Recommendations for Disciplinary Associations

  • Develop discipline-specific undergraduate teaching resources to support the teaching of core disciplinary ideas.

    Disciplinary associations are well-situated to create sharable archives of teaching resources, including syllabi, video demonstrations of the teaching of core ideas, classroom exercises, and sample assessments. But disciplinary associations have generally shied away from articulating core concepts and competencies to be taught through the use of such resources. Foundations have been more active in promoting disciplinary frameworks for teaching, learning, and assessment. A key opportunity for future philanthropic support is the development of models of discipline-specific pedagogical content knowledge—the knowledge of how to teach particular disciplinary topics to specific groups of learners.

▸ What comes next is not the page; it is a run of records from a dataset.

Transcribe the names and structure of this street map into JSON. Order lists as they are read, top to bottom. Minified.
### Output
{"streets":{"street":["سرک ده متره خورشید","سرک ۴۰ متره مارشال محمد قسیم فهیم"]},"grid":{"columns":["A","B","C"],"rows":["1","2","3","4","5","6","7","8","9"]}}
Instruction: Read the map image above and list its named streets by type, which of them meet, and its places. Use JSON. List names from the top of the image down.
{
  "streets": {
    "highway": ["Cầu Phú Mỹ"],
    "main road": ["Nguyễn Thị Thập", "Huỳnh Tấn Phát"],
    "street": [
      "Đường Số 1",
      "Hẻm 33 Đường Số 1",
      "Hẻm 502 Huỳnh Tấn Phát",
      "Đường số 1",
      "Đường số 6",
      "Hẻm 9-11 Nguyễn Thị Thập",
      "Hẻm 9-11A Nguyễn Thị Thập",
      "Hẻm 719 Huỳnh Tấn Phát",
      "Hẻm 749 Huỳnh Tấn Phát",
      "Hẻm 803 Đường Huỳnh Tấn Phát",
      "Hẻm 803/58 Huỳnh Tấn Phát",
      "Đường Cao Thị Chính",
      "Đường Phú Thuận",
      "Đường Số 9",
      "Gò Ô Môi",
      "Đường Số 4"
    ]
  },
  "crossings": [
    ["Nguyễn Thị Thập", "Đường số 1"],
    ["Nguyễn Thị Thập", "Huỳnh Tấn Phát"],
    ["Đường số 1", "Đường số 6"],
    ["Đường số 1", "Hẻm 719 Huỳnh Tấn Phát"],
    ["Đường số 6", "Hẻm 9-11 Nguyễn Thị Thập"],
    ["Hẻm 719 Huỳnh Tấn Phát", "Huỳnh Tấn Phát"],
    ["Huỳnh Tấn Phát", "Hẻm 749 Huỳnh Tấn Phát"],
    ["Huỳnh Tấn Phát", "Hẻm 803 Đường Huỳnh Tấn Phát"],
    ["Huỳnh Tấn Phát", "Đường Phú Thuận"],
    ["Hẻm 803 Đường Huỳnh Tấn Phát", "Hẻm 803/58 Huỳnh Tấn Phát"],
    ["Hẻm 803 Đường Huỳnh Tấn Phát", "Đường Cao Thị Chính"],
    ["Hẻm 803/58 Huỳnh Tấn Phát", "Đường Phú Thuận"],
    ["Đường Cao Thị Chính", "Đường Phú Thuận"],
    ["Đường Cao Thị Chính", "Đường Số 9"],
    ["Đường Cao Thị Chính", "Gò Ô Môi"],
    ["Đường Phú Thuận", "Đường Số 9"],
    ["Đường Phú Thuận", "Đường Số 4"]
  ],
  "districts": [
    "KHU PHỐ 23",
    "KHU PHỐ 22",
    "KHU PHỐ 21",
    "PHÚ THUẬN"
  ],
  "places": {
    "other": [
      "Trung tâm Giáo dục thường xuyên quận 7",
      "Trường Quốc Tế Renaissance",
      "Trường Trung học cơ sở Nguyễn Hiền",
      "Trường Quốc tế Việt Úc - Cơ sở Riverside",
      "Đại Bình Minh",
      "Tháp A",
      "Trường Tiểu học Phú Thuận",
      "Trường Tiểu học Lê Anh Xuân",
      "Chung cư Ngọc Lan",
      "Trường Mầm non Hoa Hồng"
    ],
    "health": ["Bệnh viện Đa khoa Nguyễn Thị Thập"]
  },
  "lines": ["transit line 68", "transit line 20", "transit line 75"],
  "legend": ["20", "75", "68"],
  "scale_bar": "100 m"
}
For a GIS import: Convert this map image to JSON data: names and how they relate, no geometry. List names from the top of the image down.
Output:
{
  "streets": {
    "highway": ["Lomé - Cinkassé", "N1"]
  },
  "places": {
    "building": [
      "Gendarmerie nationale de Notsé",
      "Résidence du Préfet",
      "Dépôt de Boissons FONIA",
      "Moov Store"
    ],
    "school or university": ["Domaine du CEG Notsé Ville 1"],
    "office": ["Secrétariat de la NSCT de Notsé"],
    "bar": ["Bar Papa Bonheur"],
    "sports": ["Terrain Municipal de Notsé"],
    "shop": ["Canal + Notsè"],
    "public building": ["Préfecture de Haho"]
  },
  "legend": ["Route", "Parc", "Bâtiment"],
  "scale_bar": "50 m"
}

  • Develop discipline-specific banks of formative and summative assessments of student learning to support research on effective pedagogical practices.

    It is difficult to assess the fruits of an innovative teaching practice without valid and reliable measures of student learning that are independent of a particular instructor. Disciplinary associations can lead in developing assessment resources, especially those that reveal students’ thinking about the subject matter they are studying.

  • Develop protocols for college classroom observations in particular fields of study.

    Disciplinary associations, with their deep understanding of disciplinary concepts and competencies, may be successful in developing classroom observation protocols that are sensitive to subject matter. Although some disciplines sponsor teaching journals that publish articles about college teaching practice, and others have compendia of syllabi, there is little attention to what happens in the classroom in real time. In recent years, the evaluation of K-12 teaching performance has been augmented by standardized classroom observation protocols, such as Charlotte Danielson’s A Framework for Teaching. It is unclear to what extent such protocols are appropriate for addressing the teaching of particular subjects in college classrooms, although there may be some use for understanding general pedagogical practice.


Recommendations for Government and Philanthropic Foundations

  • Develop a DBER approach for the humanities and for the social sciences.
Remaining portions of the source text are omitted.